Problem details >> The listing below should be printed exactly, every line of it. Skip the pictures.

Dataset >>
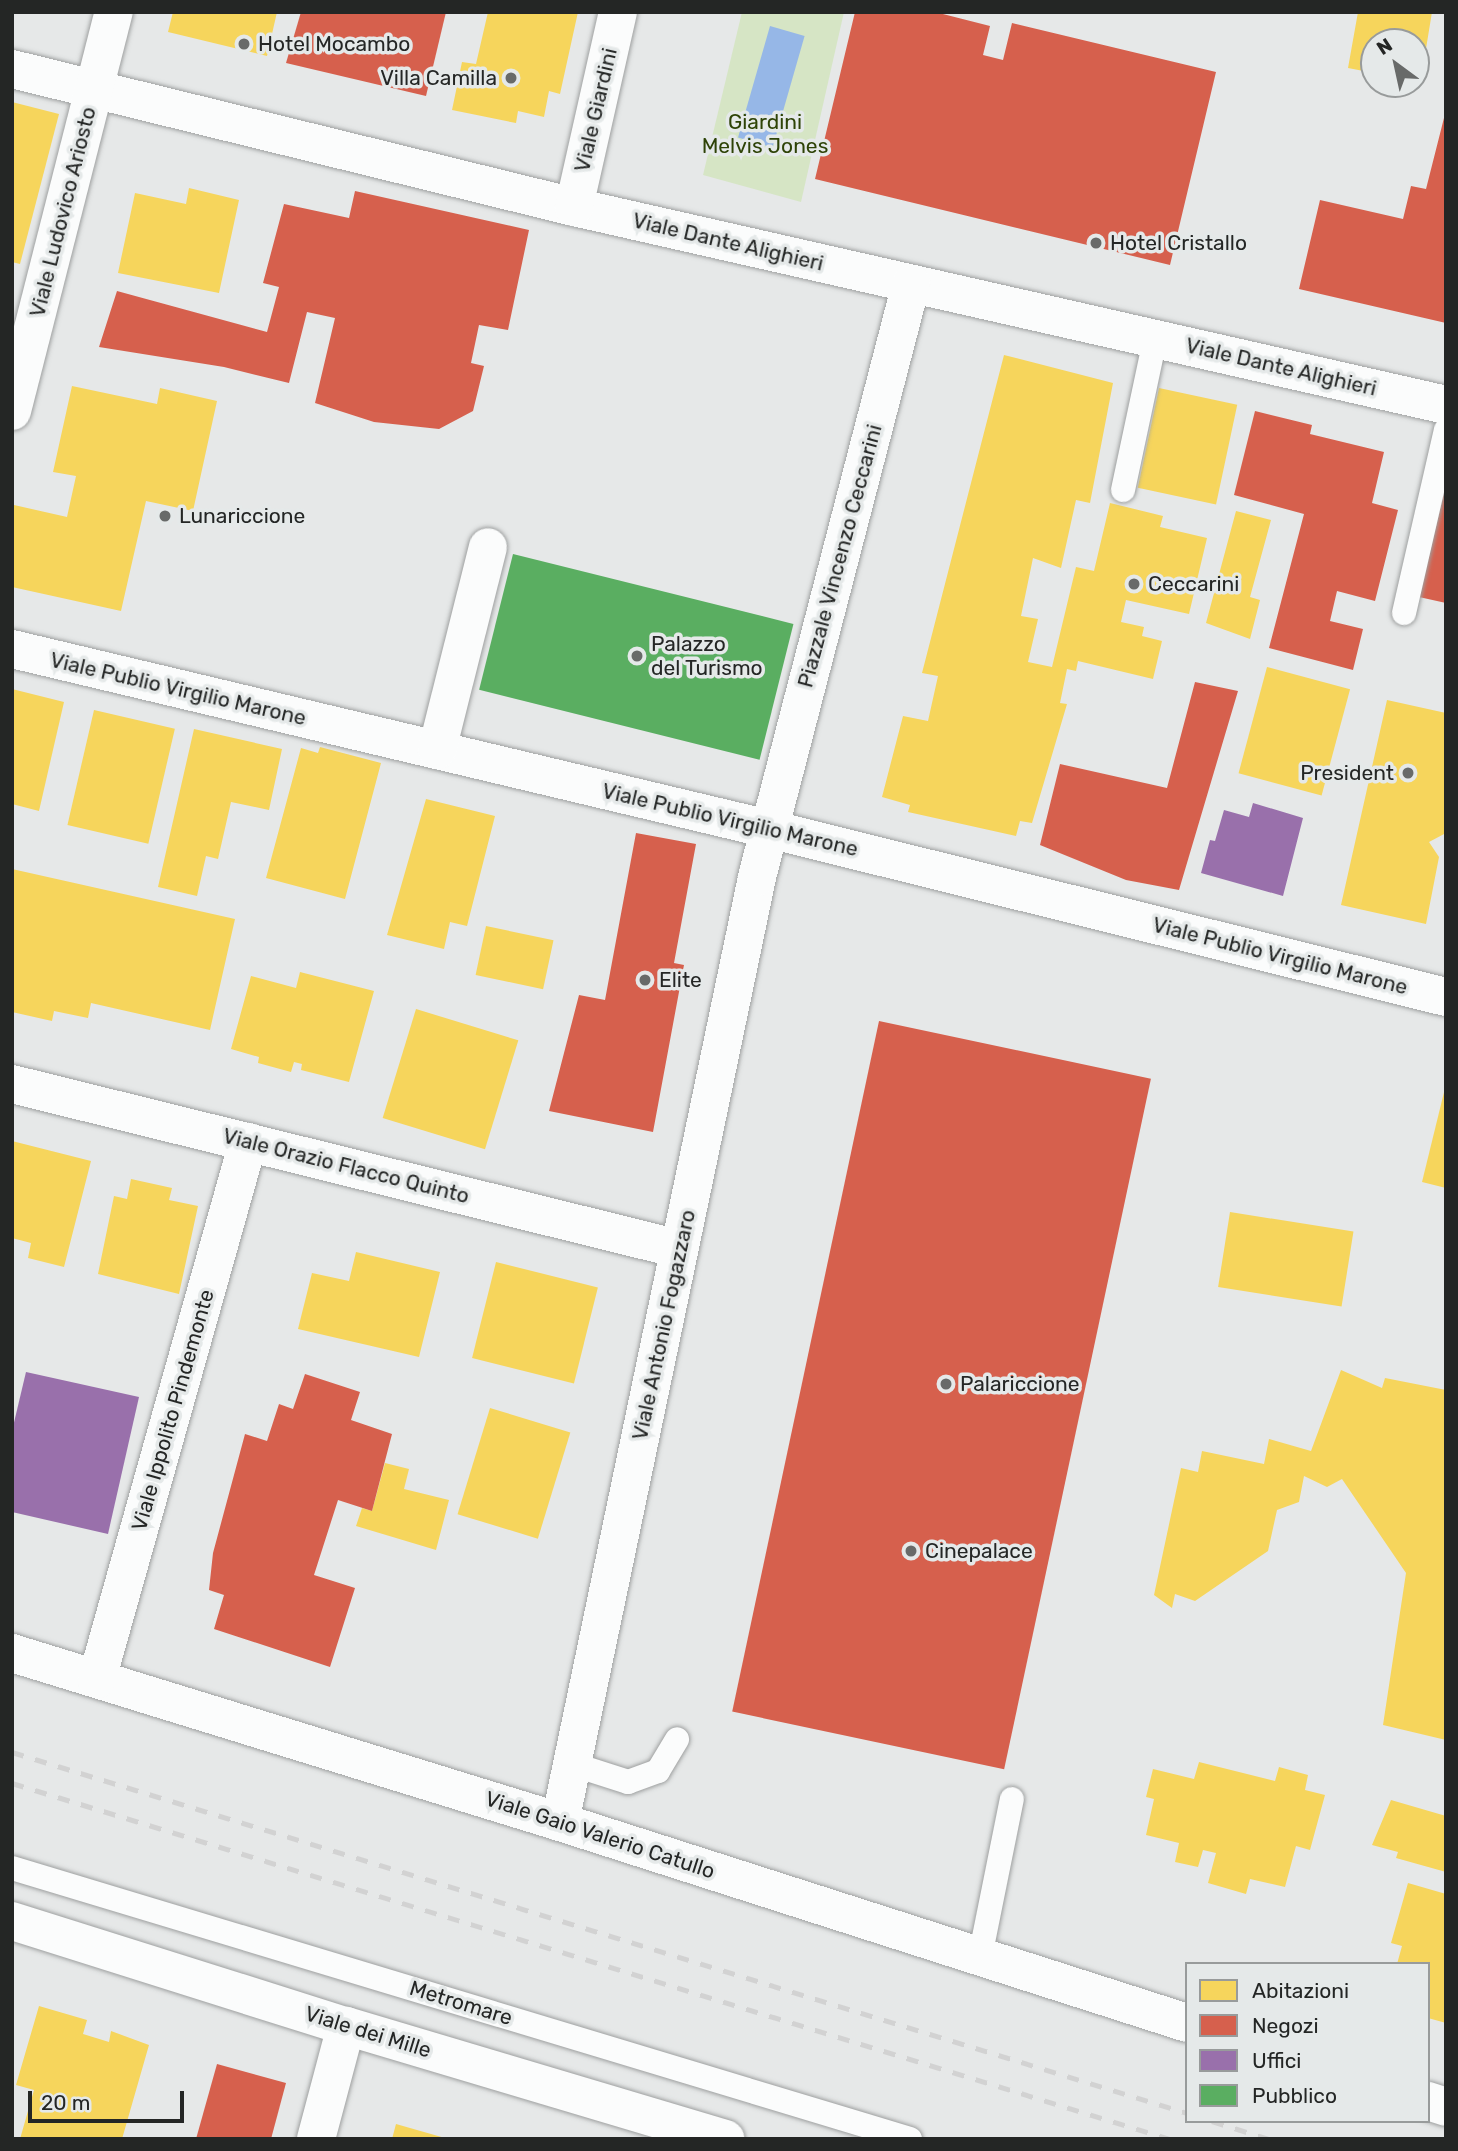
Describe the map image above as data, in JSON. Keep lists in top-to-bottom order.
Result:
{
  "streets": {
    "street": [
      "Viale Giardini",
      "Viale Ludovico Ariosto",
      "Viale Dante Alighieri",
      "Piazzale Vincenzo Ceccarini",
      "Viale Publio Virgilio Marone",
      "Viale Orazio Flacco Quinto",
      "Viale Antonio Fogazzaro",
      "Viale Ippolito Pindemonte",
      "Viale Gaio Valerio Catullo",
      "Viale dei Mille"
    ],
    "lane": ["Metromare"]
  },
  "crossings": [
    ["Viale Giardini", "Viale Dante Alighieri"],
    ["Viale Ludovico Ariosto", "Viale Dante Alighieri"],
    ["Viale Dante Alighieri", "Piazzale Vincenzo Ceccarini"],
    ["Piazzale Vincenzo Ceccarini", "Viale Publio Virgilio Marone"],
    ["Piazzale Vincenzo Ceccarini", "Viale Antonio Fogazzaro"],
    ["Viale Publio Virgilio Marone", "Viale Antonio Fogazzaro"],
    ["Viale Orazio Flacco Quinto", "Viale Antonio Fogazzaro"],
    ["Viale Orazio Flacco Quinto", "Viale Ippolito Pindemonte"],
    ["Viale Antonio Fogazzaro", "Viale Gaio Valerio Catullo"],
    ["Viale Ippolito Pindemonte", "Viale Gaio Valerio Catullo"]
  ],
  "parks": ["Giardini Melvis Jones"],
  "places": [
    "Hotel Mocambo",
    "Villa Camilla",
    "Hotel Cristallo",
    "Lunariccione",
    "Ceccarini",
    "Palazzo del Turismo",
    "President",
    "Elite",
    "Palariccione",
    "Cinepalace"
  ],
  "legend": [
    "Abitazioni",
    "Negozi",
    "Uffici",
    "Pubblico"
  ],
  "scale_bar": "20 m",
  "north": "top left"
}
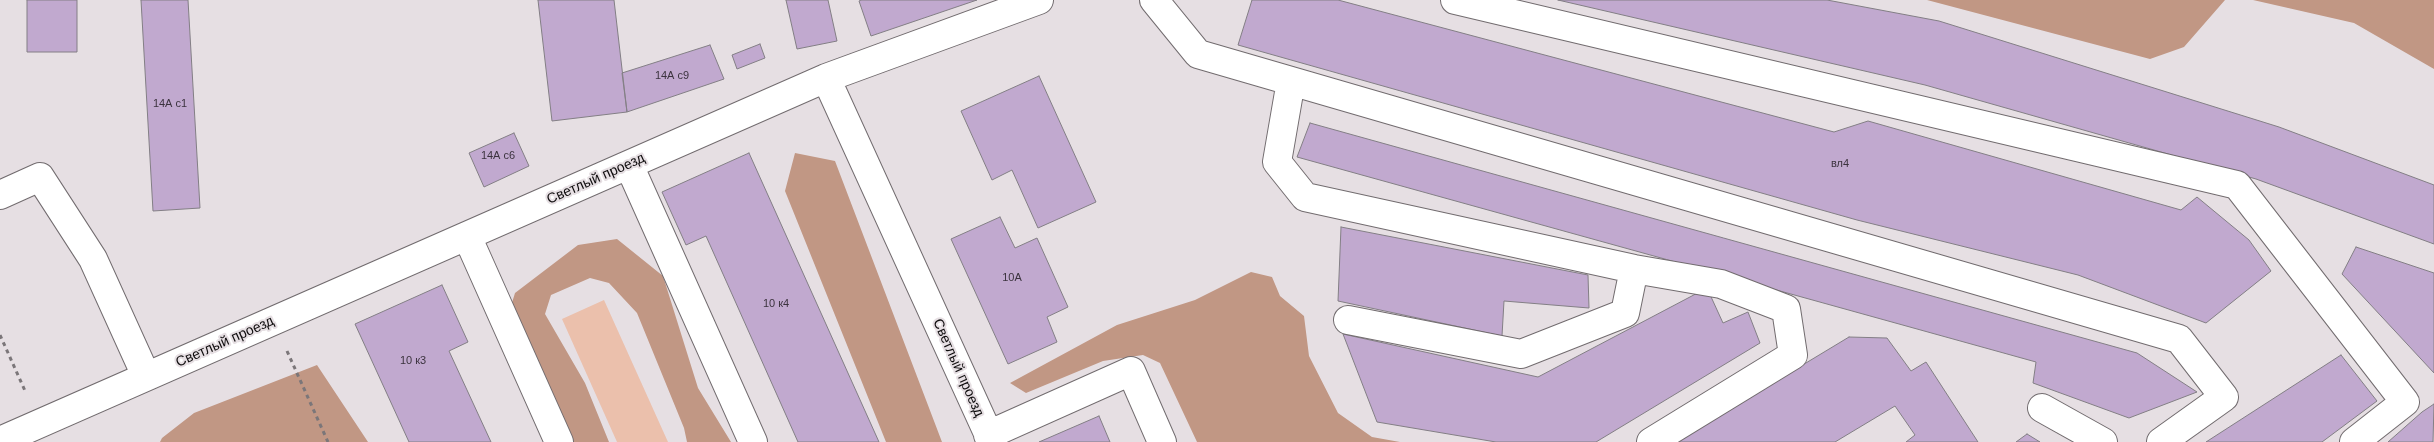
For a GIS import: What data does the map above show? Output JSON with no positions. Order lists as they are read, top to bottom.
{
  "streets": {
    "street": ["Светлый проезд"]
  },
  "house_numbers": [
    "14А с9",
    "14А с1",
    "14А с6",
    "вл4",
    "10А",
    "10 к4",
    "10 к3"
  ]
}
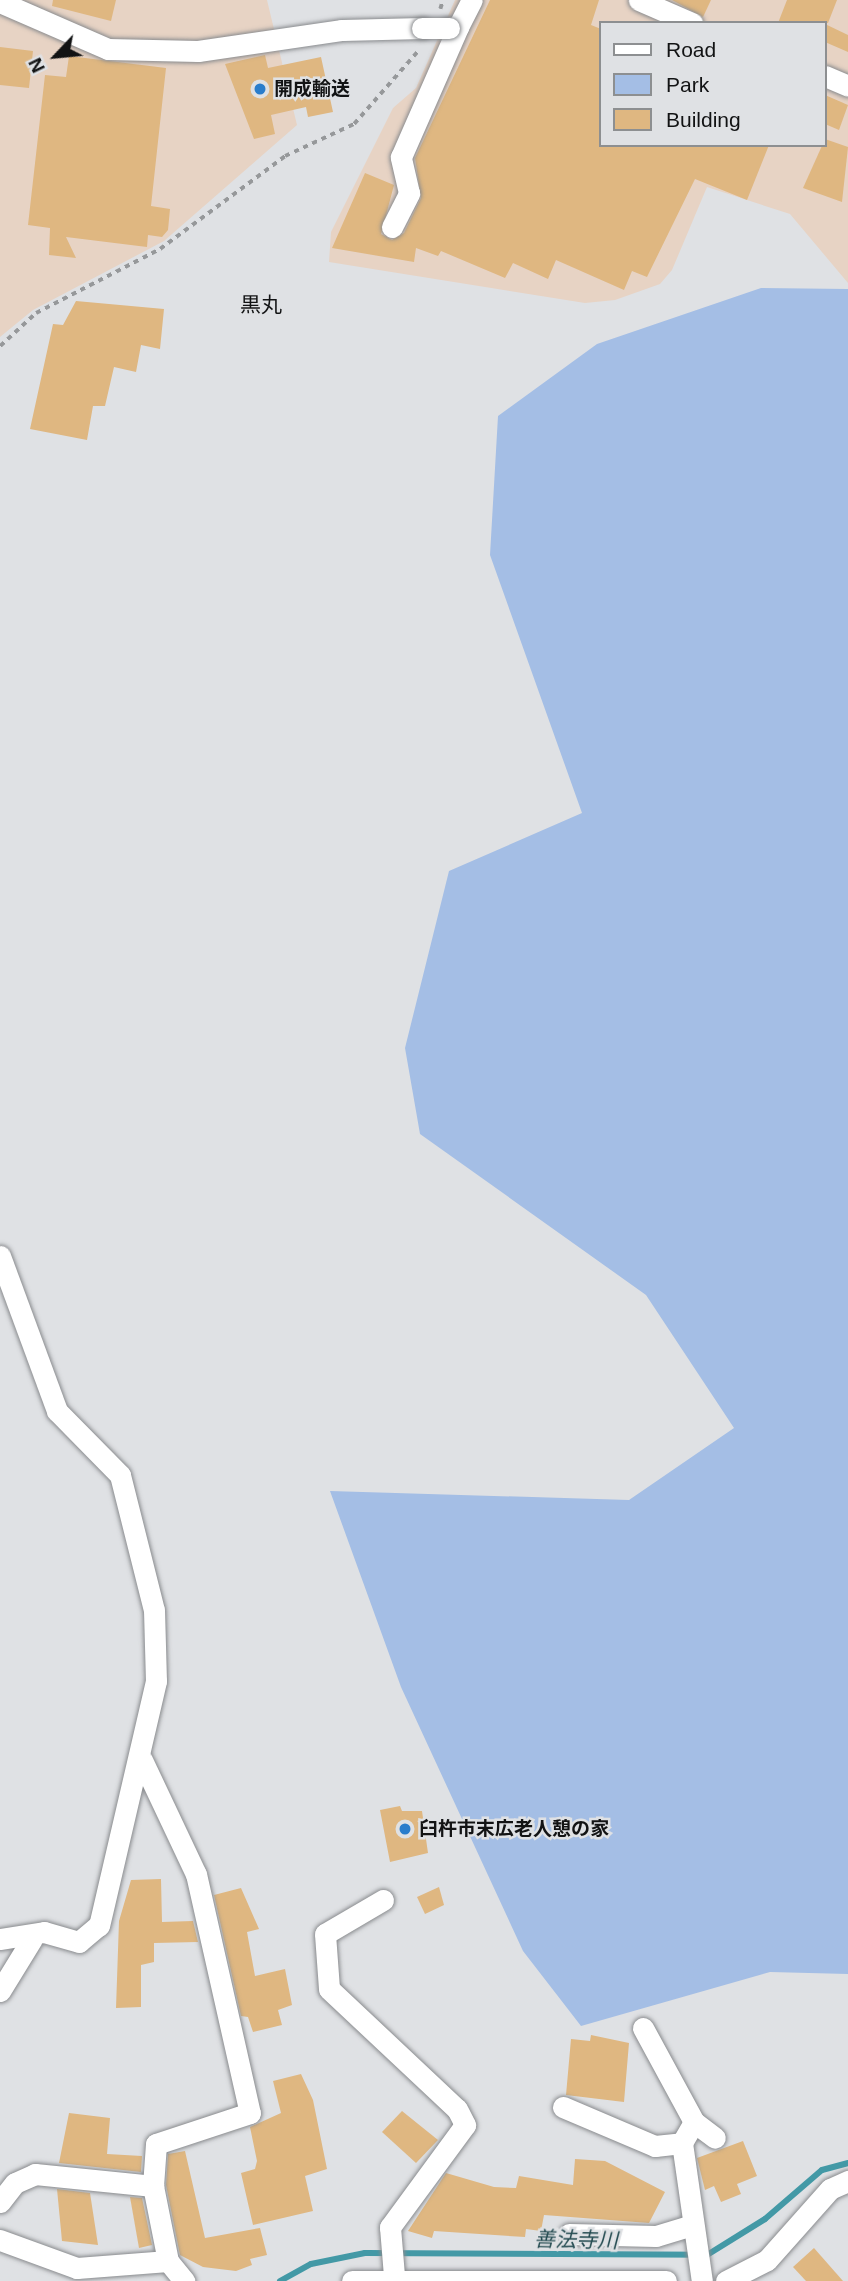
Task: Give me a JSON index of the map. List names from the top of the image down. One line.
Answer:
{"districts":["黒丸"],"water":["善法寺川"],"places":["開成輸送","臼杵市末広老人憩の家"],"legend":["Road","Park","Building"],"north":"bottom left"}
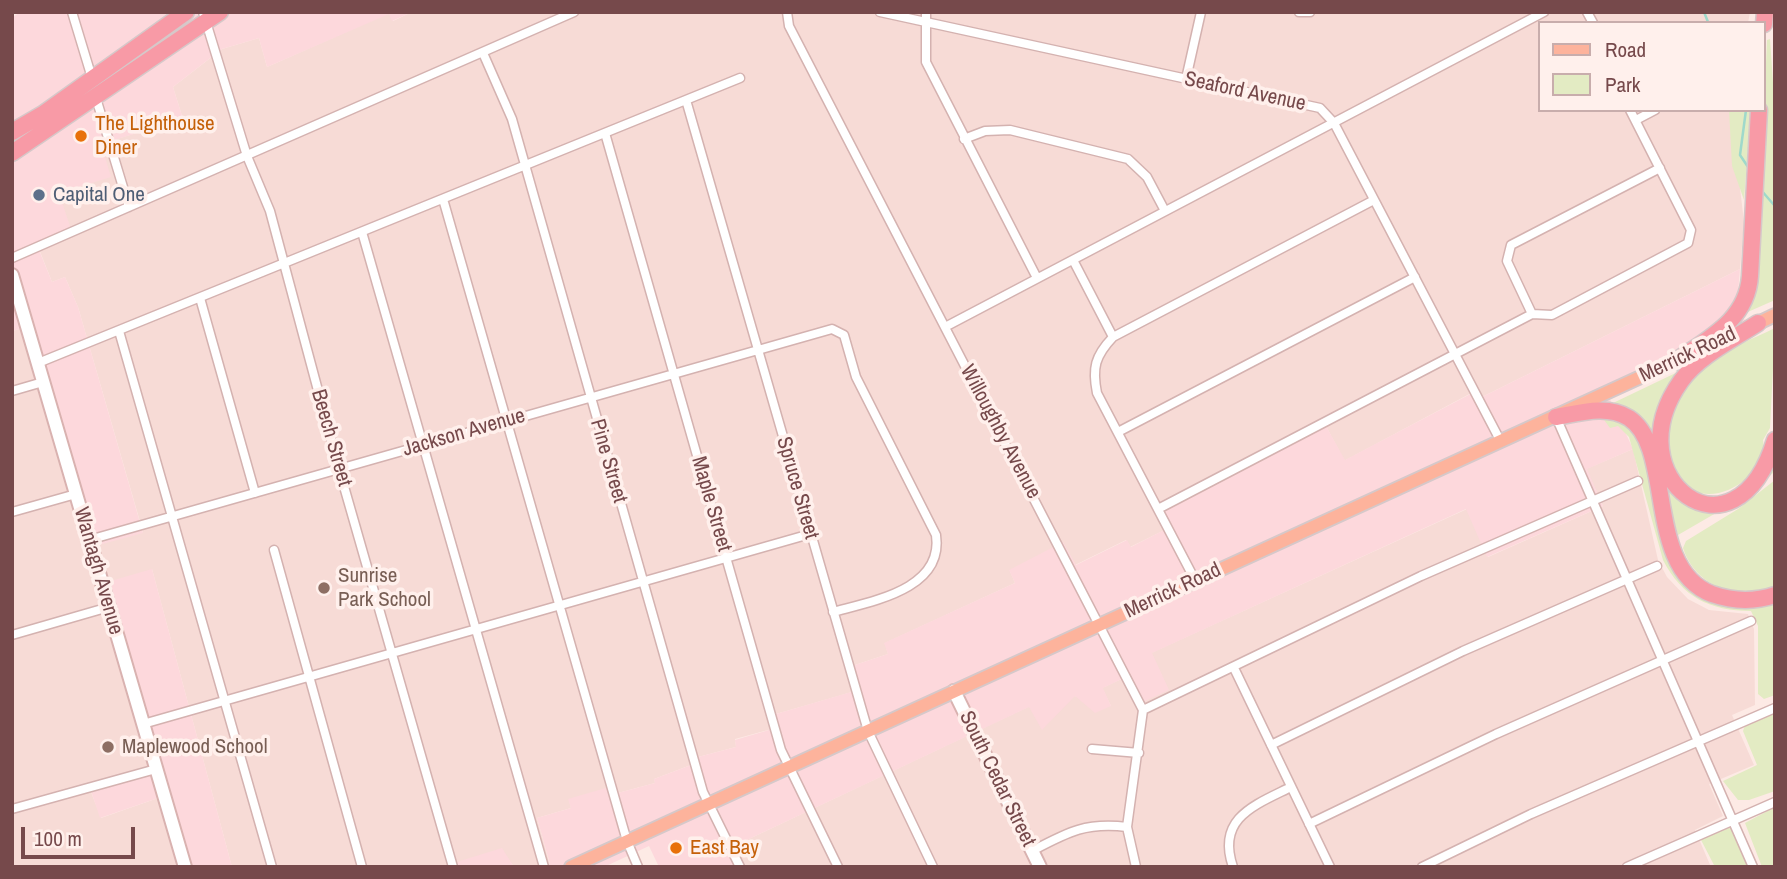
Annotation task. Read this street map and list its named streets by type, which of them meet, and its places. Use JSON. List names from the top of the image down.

Expected answer >>
Describe the map image above as data, in JSON. Keep lists in top-to-bottom order.
Result:
{
  "streets": {
    "street": [
      "Viale Giardini",
      "Viale Ludovico Ariosto",
      "Viale Dante Alighieri",
      "Piazzale Vincenzo Ceccarini",
      "Viale Publio Virgilio Marone",
      "Viale Orazio Flacco Quinto",
      "Viale Antonio Fogazzaro",
      "Viale Ippolito Pindemonte",
      "Viale Gaio Valerio Catullo",
      "Viale dei Mille"
    ],
    "lane": ["Metromare"]
  },
  "crossings": [
    ["Viale Giardini", "Viale Dante Alighieri"],
    ["Viale Ludovico Ariosto", "Viale Dante Alighieri"],
    ["Viale Dante Alighieri", "Piazzale Vincenzo Ceccarini"],
    ["Piazzale Vincenzo Ceccarini", "Viale Publio Virgilio Marone"],
    ["Piazzale Vincenzo Ceccarini", "Viale Antonio Fogazzaro"],
    ["Viale Publio Virgilio Marone", "Viale Antonio Fogazzaro"],
    ["Viale Orazio Flacco Quinto", "Viale Antonio Fogazzaro"],
    ["Viale Orazio Flacco Quinto", "Viale Ippolito Pindemonte"],
    ["Viale Antonio Fogazzaro", "Viale Gaio Valerio Catullo"],
    ["Viale Ippolito Pindemonte", "Viale Gaio Valerio Catullo"]
  ],
  "parks": ["Giardini Melvis Jones"],
  "places": [
    "Hotel Mocambo",
    "Villa Camilla",
    "Hotel Cristallo",
    "Lunariccione",
    "Ceccarini",
    "Palazzo del Turismo",
    "President",
    "Elite",
    "Palariccione",
    "Cinepalace"
  ],
  "legend": [
    "Abitazioni",
    "Negozi",
    "Uffici",
    "Pubblico"
  ],
  "scale_bar": "20 m",
  "north": "top left"
}
For a GIS import: What data does the map above show? Output JSON with no positions. Order lists as they are read, top to bottom.
{
  "streets": {
    "street": ["Светлый проезд"]
  },
  "house_numbers": [
    "14А с9",
    "14А с1",
    "14А с6",
    "вл4",
    "10А",
    "10 к4",
    "10 к3"
  ]
}
Task: Give me a JSON index of the map. List names from the top of the image down. One line.
Answer:
{"districts":["黒丸"],"water":["善法寺川"],"places":["開成輸送","臼杵市末広老人憩の家"],"legend":["Road","Park","Building"],"north":"bottom left"}
Annotation task. Read this street map and list its named streets by type, which of them meet, and its places. Use JSON. List names from the top of the image down.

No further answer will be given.